The price of an EV in Canada: Hugh Holland  | Commentary 

The price of an EV in Canada: Hugh Holland  | Commentary 

By Hugh Holland

Governments in the EU, US, and Canada recently imposed heavy tariffs on electric vehicles imported from China. That may be the only thing that Biden, Harris, Trump, Trudeau, and probably Poilievre all agree on. A November 2 article in the Toronto Star titled “The Trouble with Tariffs” suggests that Canada should drop the EV tariff so Canadians could buy Chinese EVs at half the price of EVs made in Western countries. 

That poses some serious questions. Does that mean North American and European countries should just allow Chinese companies to undercut our second biggest manufacturing base and put 128,000 Canadian autoworkers out of work? No. Does the price difference in automotive products mean Chinese workers work longer, harder, and better than Western workers? No.  If Chinese imports were to sell at half the price, would auto dealers and sales and service people also cut their incomes in half? No. Would the Toronto Star cut their subscription price from $400 to $200 per year so the unemployed workers could buy a newspaper? Not likely. 

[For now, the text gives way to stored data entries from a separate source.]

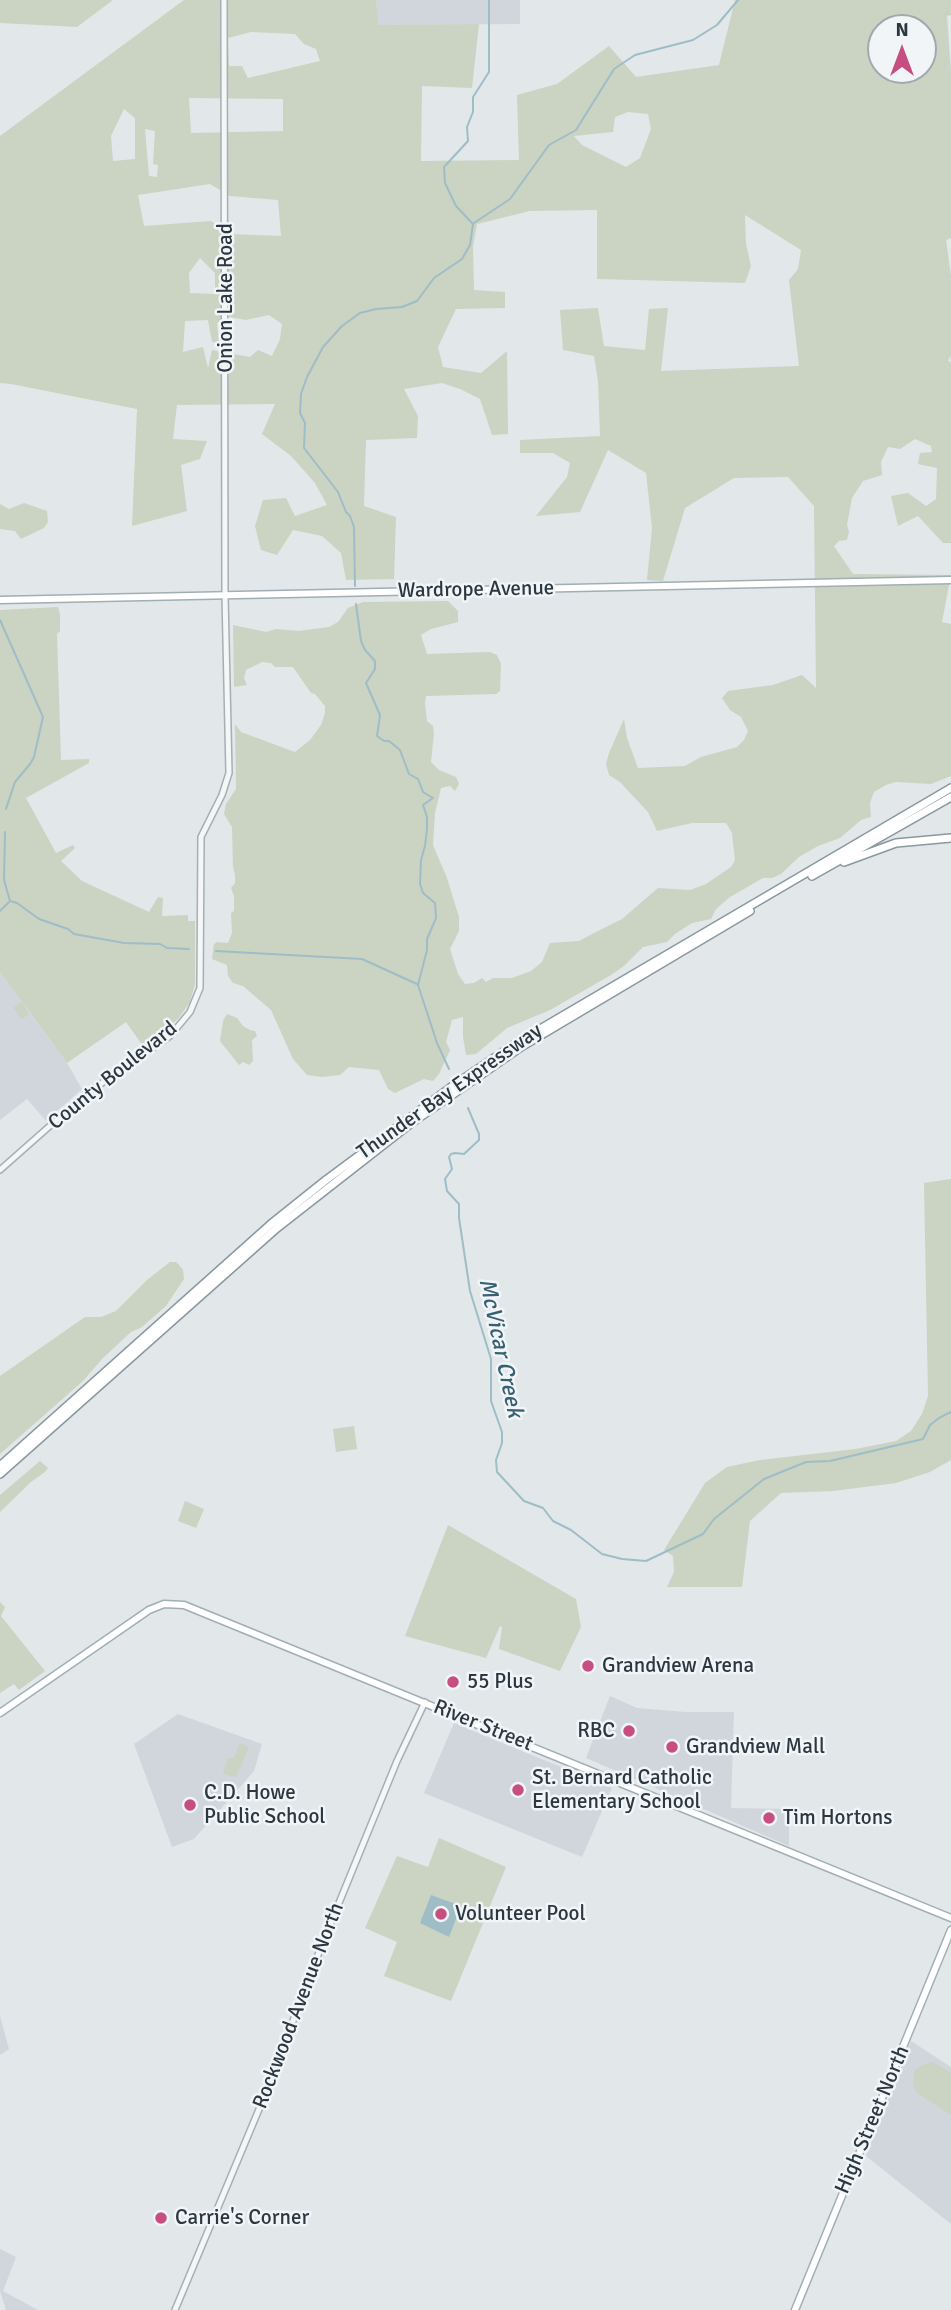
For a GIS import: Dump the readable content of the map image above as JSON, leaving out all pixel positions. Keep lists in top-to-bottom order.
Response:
{
  "streets": {
    "highway": ["Thunder Bay Expressway"],
    "main road": ["Wardrope Avenue", "River Street", "High Street North"],
    "street": ["Onion Lake Road", "County Boulevard", "Rockwood Avenue North"]
  },
  "crossings": [
    ["Onion Lake Road", "Wardrope Avenue"],
    ["Onion Lake Road", "County Boulevard"],
    ["Wardrope Avenue", "County Boulevard"],
    ["River Street", "Rockwood Avenue North"]
  ],
  "water": ["McVicar Creek"],
  "places": [
    "Grandview Arena",
    "55 Plus",
    "RBC",
    "Grandview Mall",
    "St. Bernard Catholic Elementary School",
    "C.D. Howe Public School",
    "Tim Hortons",
    "Volunteer Pool",
    "Carrie's Corner"
  ],
  "north": "top"
}
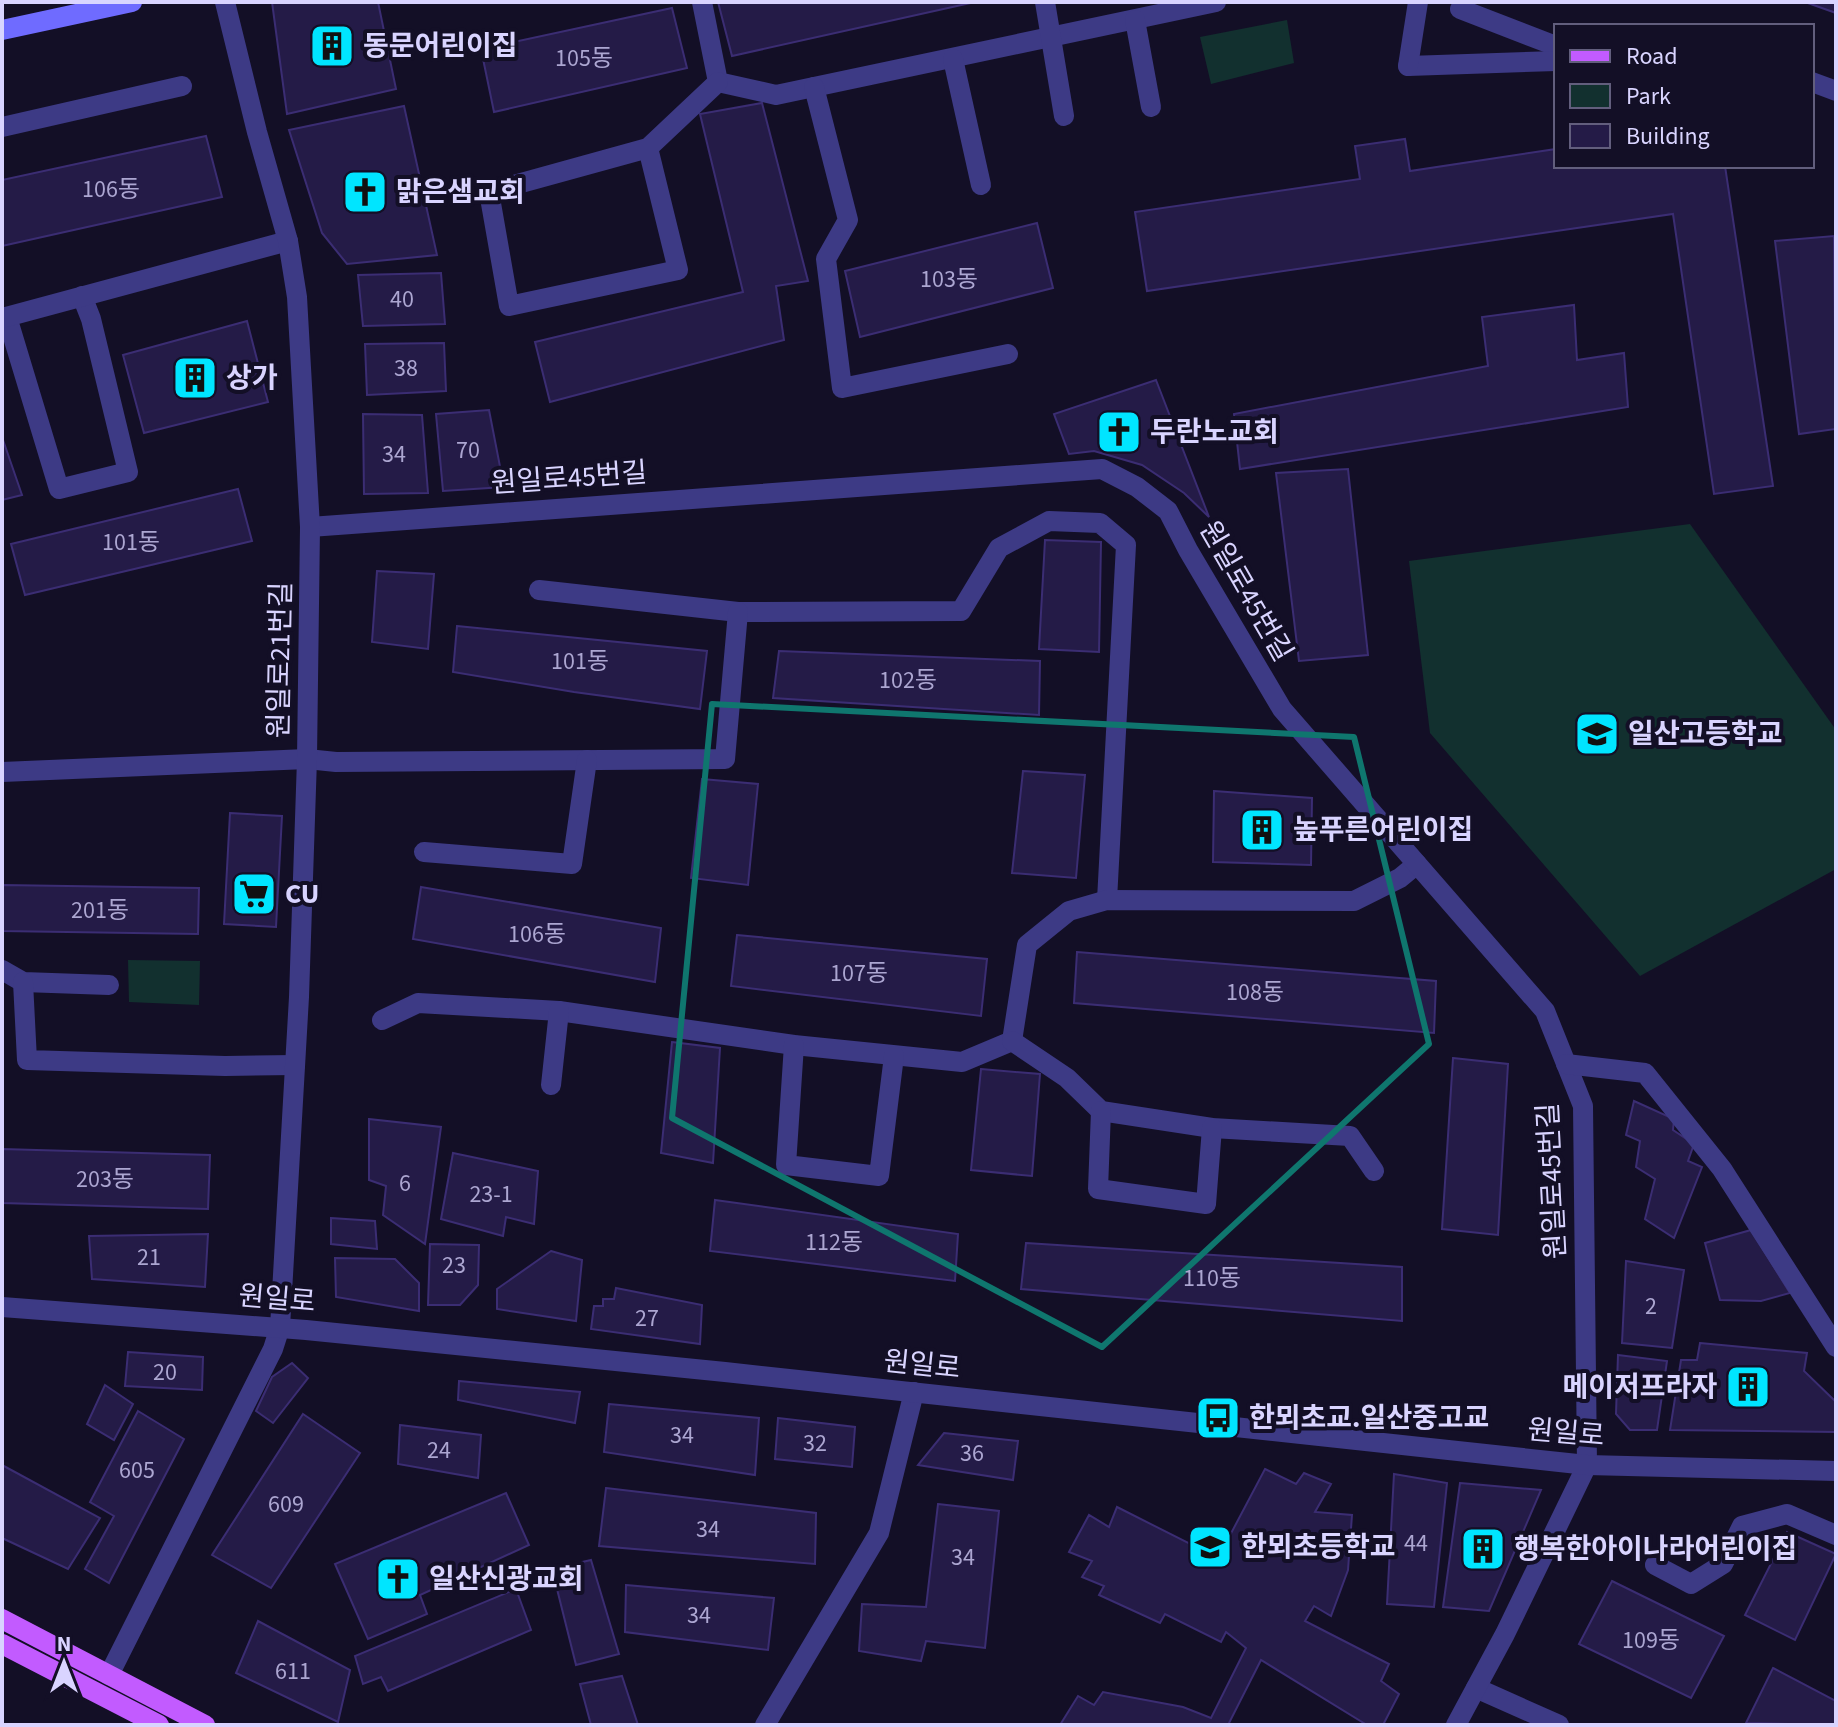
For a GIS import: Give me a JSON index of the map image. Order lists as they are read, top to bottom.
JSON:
{
  "streets": {
    "street": ["원일로45번길", "원일로21번길", "원일로"]
  },
  "crossings": [
    ["원일로45번길", "원일로21번길"],
    ["원일로45번길", "원일로"],
    ["원일로21번길", "원일로"]
  ],
  "places": {
    "building": [
      "동문어린이집",
      "상가",
      "높푸른어린이집",
      "메이저프라자",
      "행복한아이나라어린이집"
    ],
    "church": ["맑은샘교회", "두란노교회", "일산신광교회"],
    "school or university": ["일산고등학교", "한뫼초등학교"],
    "supermarket": ["CU"],
    "bus stop": ["한뫼초교.일산중고교"]
  },
  "house_numbers": [
    "105동",
    "106동",
    "103동",
    "40",
    "38",
    "70",
    "34",
    "101동",
    "101동",
    "102동",
    "201동",
    "106동",
    "107동",
    "108동",
    "203동",
    "6",
    "23-1",
    "112동",
    "21",
    "23",
    "110동",
    "2",
    "27",
    "20",
    "34",
    "32",
    "24",
    "36",
    "605",
    "609",
    "34",
    "44",
    "34",
    "34",
    "109동",
    "611"
  ],
  "legend": ["Road", "Park", "Building"],
  "north": "top"
}
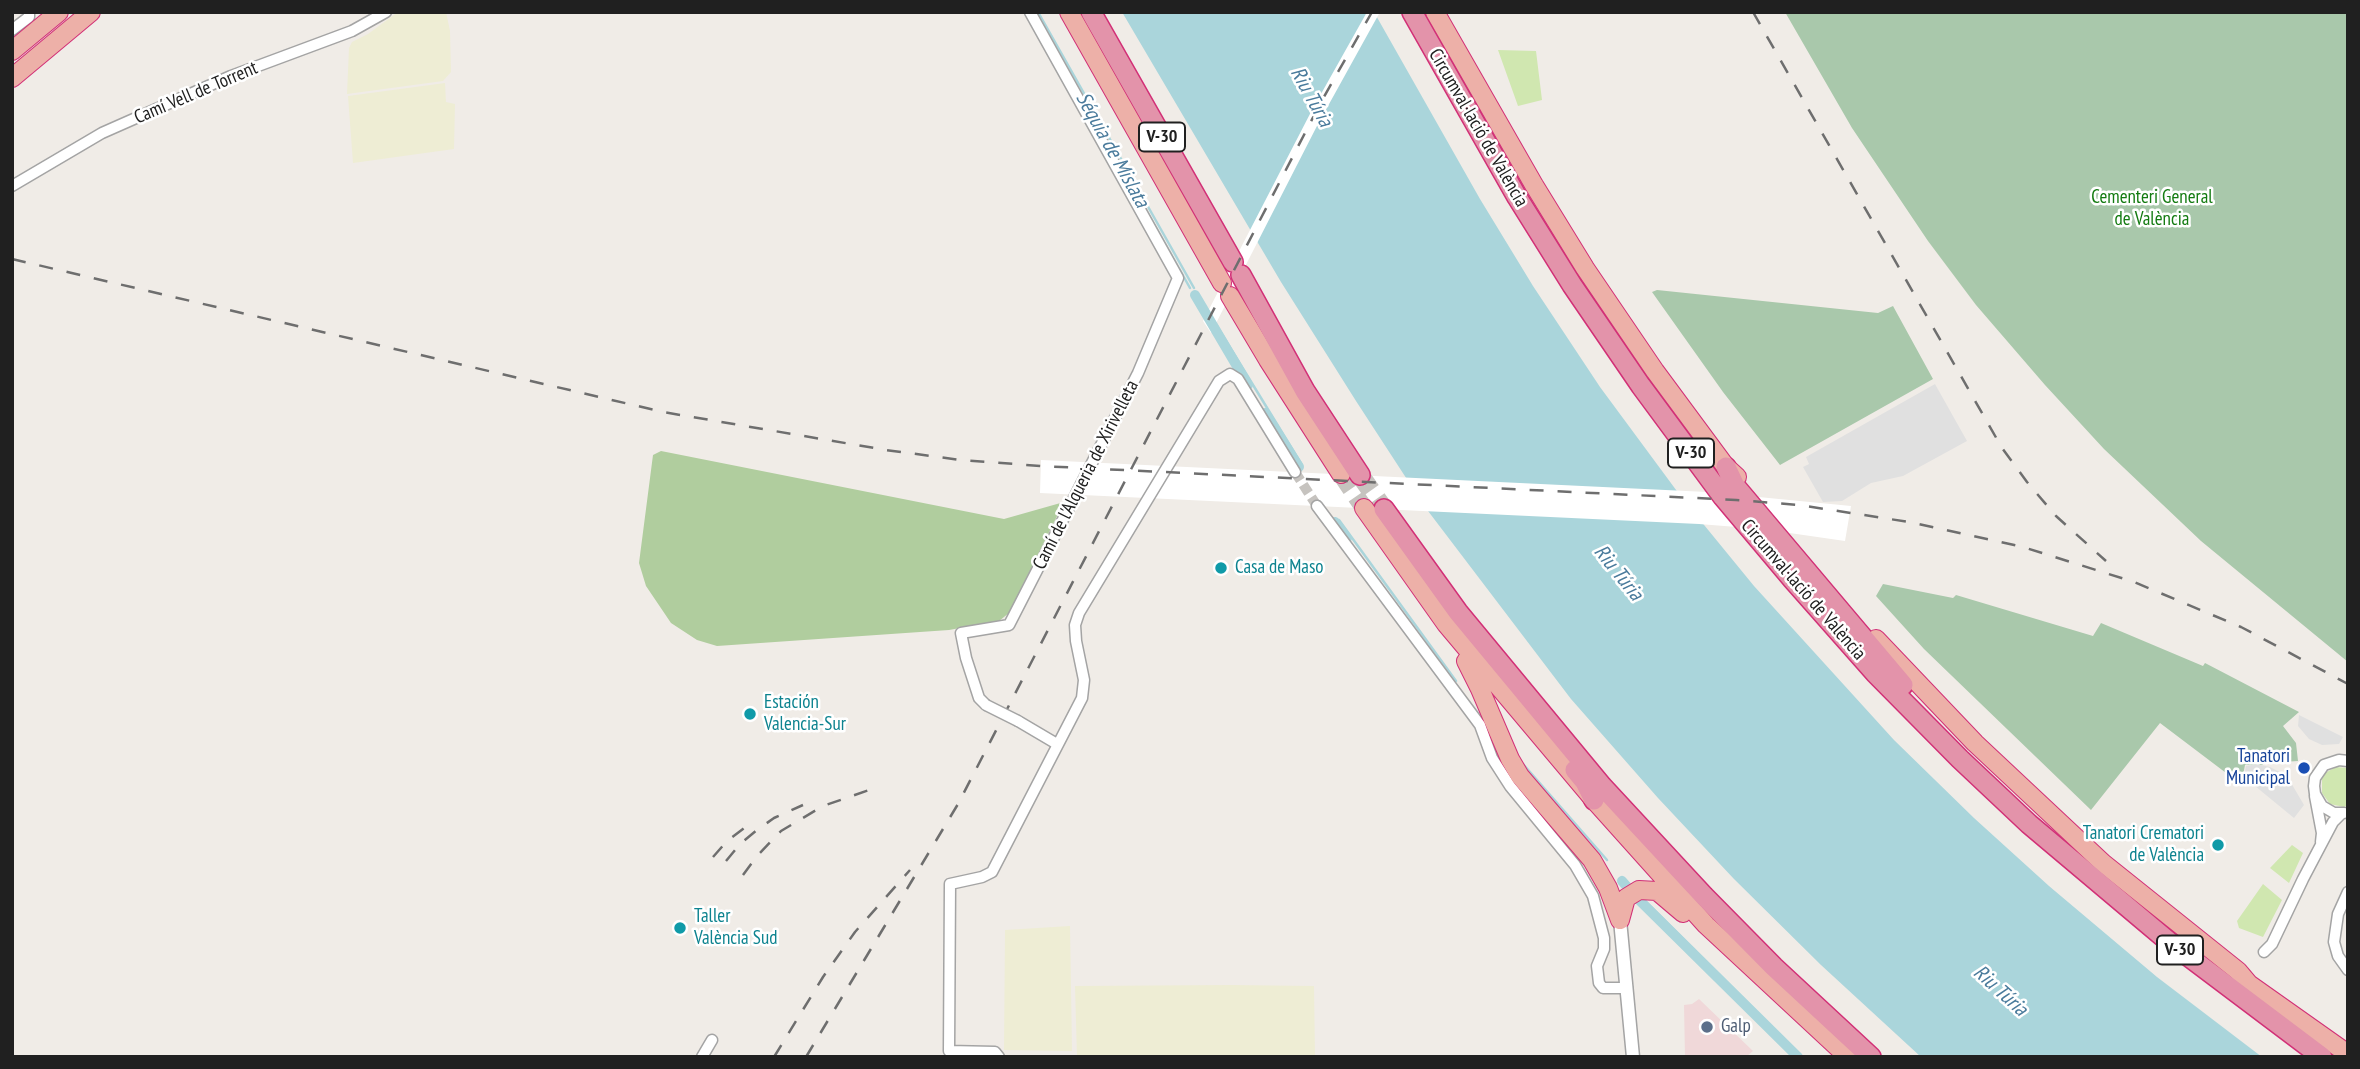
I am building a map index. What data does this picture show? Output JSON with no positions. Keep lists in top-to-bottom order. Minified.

Let’s take a look at some facts.  

The Chinese are good people who have endured hundreds of years of internal conflict and unrest. Since the 1950s, things have improved greatly, but their GDP per capita and industrial wages are still about 25% of those of most Western countries. Many commodities, such as oil and gas, are sold at a world price, but manufactured products are more subject to direct competition. 

In my 40-year career working as an engineer, manager, and executive in the Canadian division of a US auto manufacturer, I had the opportunity to visit and observe car, truck, and parts manufacturing plants at most of the auto companies in North America, Europe, and Japan. WW2 decimated the industries in both Europe and Japan, so the North Americans had a clear advantage up until 1960, after which the European and Japanese industries came roaring back. Since then, all auto companies have been able to find minor competitive advantages that are usually short-lived. 

Contrary to the Star article, the first modern EV was the GM EV1 developed in 1985 to address a serious air pollution problem in Los Angeles County, California.  I was personally involved in that program because there was thought to building it at an available plant in Canada. In the end, the program was shelved until suitable charging infrastructure could be built. China’s one-party government has more power to mandate the building of EVs and charging infrastructure. 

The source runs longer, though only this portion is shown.